(Records excerpted from a collection)
◆ ◆ ◆ ◆ ◆ ◆ ◆

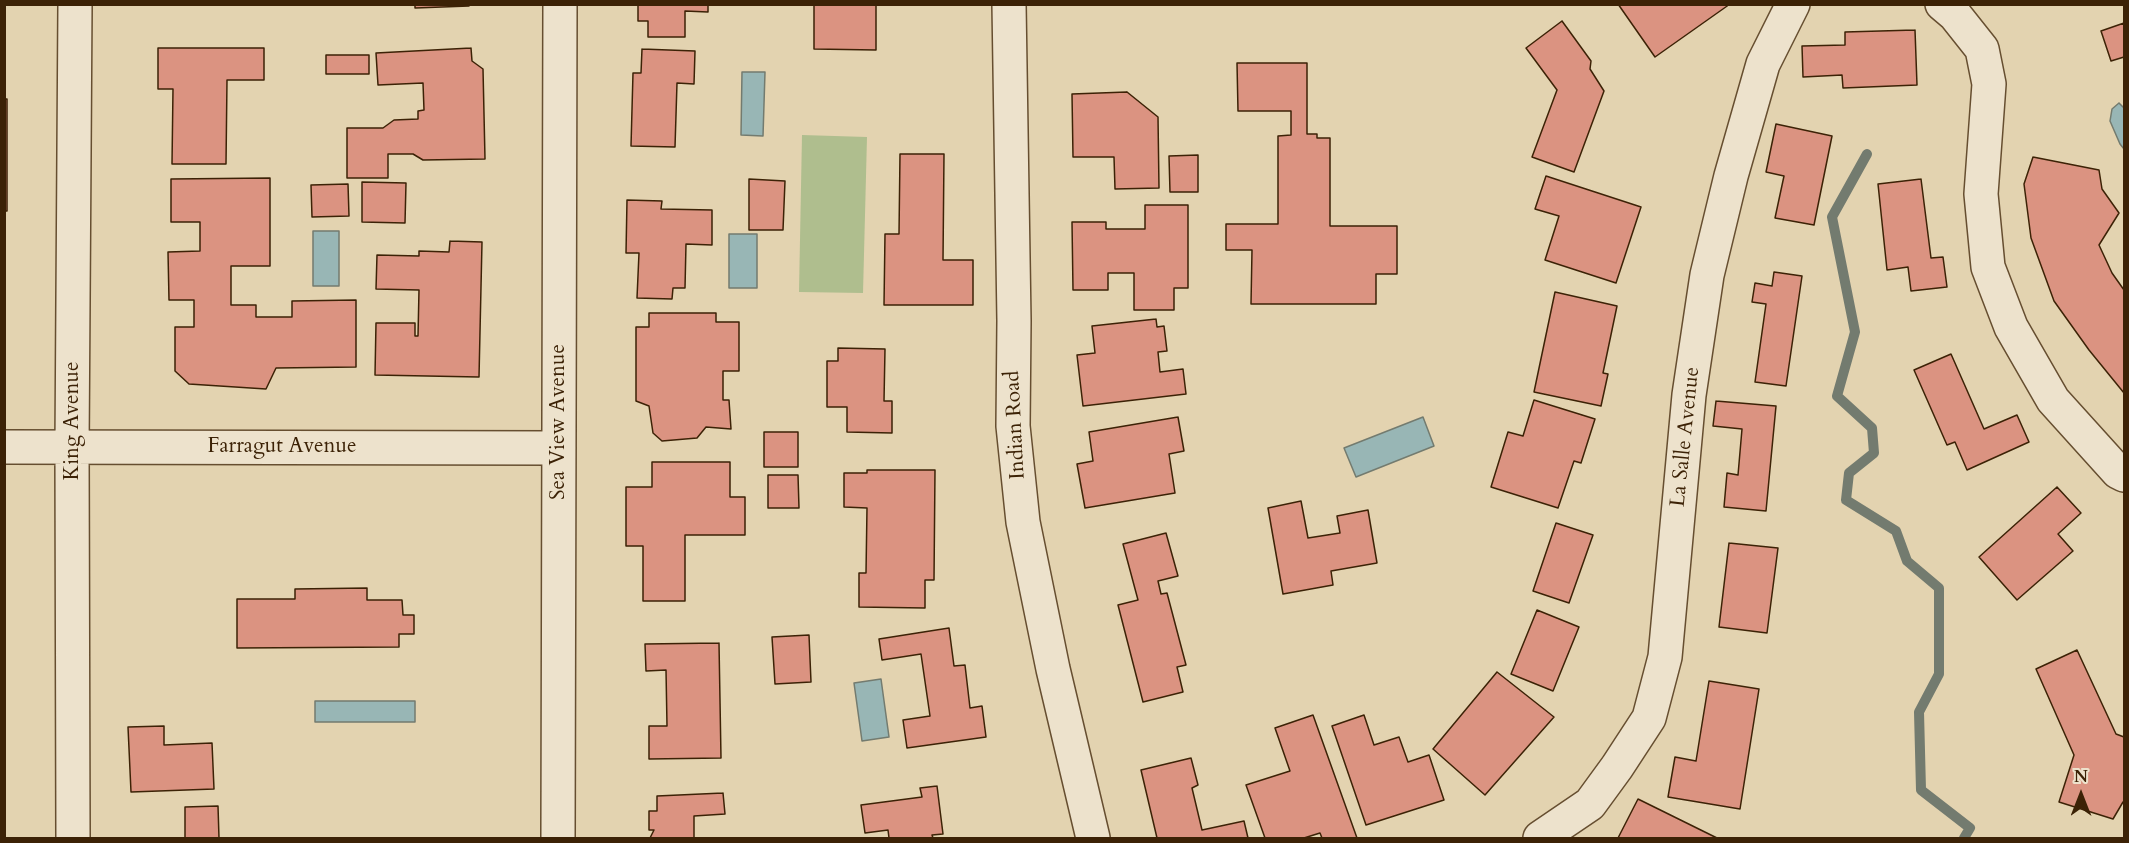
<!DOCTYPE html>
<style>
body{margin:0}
#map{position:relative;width:2129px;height:843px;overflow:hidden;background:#e3d3b0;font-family:Cardo,serif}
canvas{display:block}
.frame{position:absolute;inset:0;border:6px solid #3c2206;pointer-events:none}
.north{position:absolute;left:2051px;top:765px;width:60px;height:60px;-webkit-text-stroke:4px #ede2cc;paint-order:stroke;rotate:0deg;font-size:16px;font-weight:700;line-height:24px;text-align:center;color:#3c2206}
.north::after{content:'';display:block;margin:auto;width:21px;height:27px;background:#3c2206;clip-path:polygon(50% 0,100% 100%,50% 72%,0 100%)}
</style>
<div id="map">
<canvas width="2129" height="843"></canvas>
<div class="frame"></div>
<div class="north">N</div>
</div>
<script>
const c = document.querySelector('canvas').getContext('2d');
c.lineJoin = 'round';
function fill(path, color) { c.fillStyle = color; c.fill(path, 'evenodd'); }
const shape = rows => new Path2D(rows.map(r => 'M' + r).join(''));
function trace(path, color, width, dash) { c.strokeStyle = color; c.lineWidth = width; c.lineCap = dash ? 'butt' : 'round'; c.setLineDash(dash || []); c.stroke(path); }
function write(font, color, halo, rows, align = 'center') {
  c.font = font + ' Cardo,serif'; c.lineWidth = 6; c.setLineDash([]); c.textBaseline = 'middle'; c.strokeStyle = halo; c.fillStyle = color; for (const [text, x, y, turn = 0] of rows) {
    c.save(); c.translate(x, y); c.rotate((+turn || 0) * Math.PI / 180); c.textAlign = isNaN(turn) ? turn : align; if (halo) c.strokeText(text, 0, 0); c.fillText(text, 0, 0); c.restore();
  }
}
fill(shape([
 [802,135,867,137,863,293,799,292]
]), '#afbe8e');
const water = shape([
 [742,72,765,72,763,136,741,135,742,72],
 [2119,103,2124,108,2124,149,2120,144,2110,121,2112,109,2119,103],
 [313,231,339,231,339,286,313,286,313,231],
 [729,234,757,234,757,288,729,288,729,234],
 [1423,417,1434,446,1356,477,1344,448,1423,417],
 [881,679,889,737,862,741,854,683,881,679],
 [315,701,415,701,415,722,315,722,315,701]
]);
fill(water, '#98b6b5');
trace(water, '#737b6f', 1.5);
trace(shape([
 [1867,154,1832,217,1855,332,1837,396,1872,428,1874,453,1849,473,1846,500,1896,531,1907,561,1939,588,1939,674,1919,712,1921,790,1970,828,1964,838]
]), '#737b6f', 10);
const building = shape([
 [415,4,469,4,469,6,415,8,415,4],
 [638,4,708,4,708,12,685,11,685,37,648,37,648,21,638,21,638,4],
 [814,4,876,4,876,50,814,49,814,4],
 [1618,4,1730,4,1655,57,1618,4],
 [1562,21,1591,61,1590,69,1604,91,1574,172,1532,157,1557,90,1526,48,1562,21],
 [2124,23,2124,57,2111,61,2101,31,2124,23],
 [1915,30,1917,85,1843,88,1842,75,1803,77,1802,46,1845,45,1845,32,1915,30],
 [158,48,264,48,264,80,227,80,226,164,172,164,173,89,158,89,158,48],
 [471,48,472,61,483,69,485,159,423,160,413,154,388,154,388,178,347,178,347,128,383,128,394,120,418,119,418,111,424,110,423,83,378,85,376,53,471,48],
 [642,49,695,51,694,84,677,83,675,147,631,146,633,73,641,73,642,49],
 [326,55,369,55,369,74,326,74,326,55],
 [1237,63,1307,63,1307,134,1317,134,1317,138,1330,138,1330,226,1397,226,1397,274,1376,274,1376,304,1251,304,1252,250,1226,250,1226,224,1278,224,1278,136,1291,135,1291,111,1238,111,1237,63],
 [1127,92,1158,117,1159,188,1115,189,1114,157,1073,157,1072,94,1127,92],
 [4,99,7,99,7,211,4,211,4,99],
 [1776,124,1832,136,1814,225,1775,218,1784,176,1766,172,1776,124],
 [900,154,944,154,943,260,973,260,973,305,884,305,885,234,899,234,900,154],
 [1198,155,1198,192,1170,192,1169,156,1198,155],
 [2033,157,2099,170,2102,189,2119,213,2099,245,2112,273,2124,290,2124,393,2089,350,2054,301,2031,238,2024,184,2033,157],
 [1546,176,1641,207,1616,283,1545,260,1559,216,1535,209,1546,176],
 [270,178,270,266,231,266,231,305,256,305,256,317,292,317,292,301,356,300,356,367,276,368,266,389,189,384,175,371,175,327,194,327,194,300,169,300,168,252,200,251,200,222,171,222,171,179,270,178],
 [749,179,785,181,783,230,749,230,749,179],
 [1921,179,1931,258,1943,257,1947,287,1911,291,1908,267,1887,270,1878,184,1921,179],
 [362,182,406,183,405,223,362,222,362,182],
 [348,184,349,216,312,217,311,185,348,184],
 [627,200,662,201,661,209,712,210,712,245,686,244,685,288,673,288,672,299,637,298,639,253,626,253,627,200],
 [1145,205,1188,205,1188,288,1174,288,1174,310,1134,310,1134,273,1108,273,1108,290,1073,290,1072,222,1106,222,1106,229,1145,229,1145,205],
 [450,241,482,242,479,377,375,375,376,323,415,323,415,336,418,336,419,290,376,289,377,255,419,256,419,251,449,252,450,241],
 [1774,272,1802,276,1786,386,1755,382,1766,304,1752,302,1755,283,1772,286,1774,272],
 [1555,292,1617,306,1603,373,1608,374,1601,406,1534,392,1555,292],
 [649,313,716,313,716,322,739,322,739,371,723,371,723,400,729,400,731,429,706,427,697,438,662,441,653,433,649,406,636,401,636,327,649,327,649,313],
 [1156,319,1157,327,1164,326,1167,351,1158,352,1160,372,1183,369,1186,394,1083,406,1077,355,1095,353,1092,326,1156,319],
 [838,348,885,349,884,401,892,401,892,433,847,432,847,407,827,407,827,361,838,361,838,348],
 [1951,354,1984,429,2017,415,2029,442,1967,470,1955,442,1947,445,1914,370,1951,354],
 [1534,400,1595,419,1581,463,1574,461,1558,508,1491,487,1508,432,1523,436,1534,400],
 [1716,401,1776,406,1766,511,1724,507,1727,473,1738,475,1742,429,1713,426,1716,401],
 [1178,417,1184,451,1169,454,1175,493,1085,508,1077,464,1093,461,1089,432,1178,417],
 [764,432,798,432,798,467,764,467,764,432],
 [652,462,730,462,730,497,745,497,745,535,685,535,685,601,643,601,643,546,626,546,626,487,652,487,652,462],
 [867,470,935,470,934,580,925,580,925,608,859,607,859,573,866,573,867,508,844,507,844,473,867,473,867,470],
 [768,475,798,475,799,508,768,508,768,475],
 [2057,487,2081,513,2058,534,2073,551,2017,600,1979,557,2057,487],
 [1301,501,1308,538,1340,533,1337,516,1368,510,1377,563,1331,571,1333,585,1283,594,1268,508,1301,501],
 [1556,523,1593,535,1569,603,1533,591,1556,523],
 [1166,533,1178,576,1158,581,1161,594,1167,593,1186,665,1177,667,1183,692,1143,702,1118,605,1138,600,1123,544,1166,533],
 [1729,543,1778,548,1767,633,1719,627,1729,543],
 [367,588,367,600,402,600,403,615,414,615,414,634,399,634,399,647,237,648,237,599,295,599,295,589,367,588],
 [1537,610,1579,627,1553,691,1511,674,1537,610],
 [949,628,954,666,965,665,970,708,982,706,986,737,907,748,903,720,930,716,921,654,882,660,879,639,949,628],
 [809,635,811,682,775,684,772,637,809,635],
 [719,643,721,758,649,759,649,726,667,726,666,670,646,671,645,644,719,643],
 [2077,650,2116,734,2124,737,2124,802,2123,802,2113,819,2059,802,2074,755,2036,669,2077,650],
 [1497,672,1554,717,1485,795,1433,749,1497,672],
 [1709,681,1759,689,1740,809,1668,797,1675,757,1696,761,1709,681],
 [1313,715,1357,838,1322,838,1320,833,1304,838,1265,838,1246,785,1290,771,1275,728,1313,715],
 [1364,715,1374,745,1399,737,1408,762,1429,755,1444,800,1366,825,1332,726,1364,715],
 [164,726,164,745,212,743,214,789,131,792,128,727,164,726],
 [1191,758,1198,785,1192,788,1202,830,1244,821,1248,838,1157,838,1141,770,1191,758],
 [937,786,943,834,932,835,933,838,889,838,888,830,865,833,861,805,922,797,920,788,937,786],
 [723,793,725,814,694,816,694,838,650,838,654,830,649,830,649,811,657,811,657,796,723,793],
 [1638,799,1717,838,1618,838,1638,799],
 [218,806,219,838,185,838,185,807,218,806]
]);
fill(building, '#db9381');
trace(building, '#3c2206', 1.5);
const minor = shape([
 [1009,4,1014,321,1013,426,1023,522,1053,669,1093,838],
 [1942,4,1955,15,1982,49,1989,84,1981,194,1988,267,2011,327,2053,400,2118,472,2124,475],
 [4,447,559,448],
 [73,838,72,447,75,4],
 [558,838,560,4],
 [1540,838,1590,804,1617,767,1649,718,1665,657,1689,395,1707,275,1731,176,1763,64,1793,4]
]);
trace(minor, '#664e30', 36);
trace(minor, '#ede2cc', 33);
write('21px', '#3c2206', '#ede2cc', [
 ["King Avenue",73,421,-90],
 ["Sea View Avenue",559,422,-90],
 ["Indian Road",1016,425,-93],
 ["La Salle Avenue",1686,437,-84],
 ["Farragut Avenue",282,447]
]);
</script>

◆ ◆ ◆ ◆ ◆ ◆ ◆

Gather each line of the records holding the string "canvas".

canvas{display:block}
<canvas width="2129" height="843"></canvas>
const c = document.querySelector('canvas').getContext('2d');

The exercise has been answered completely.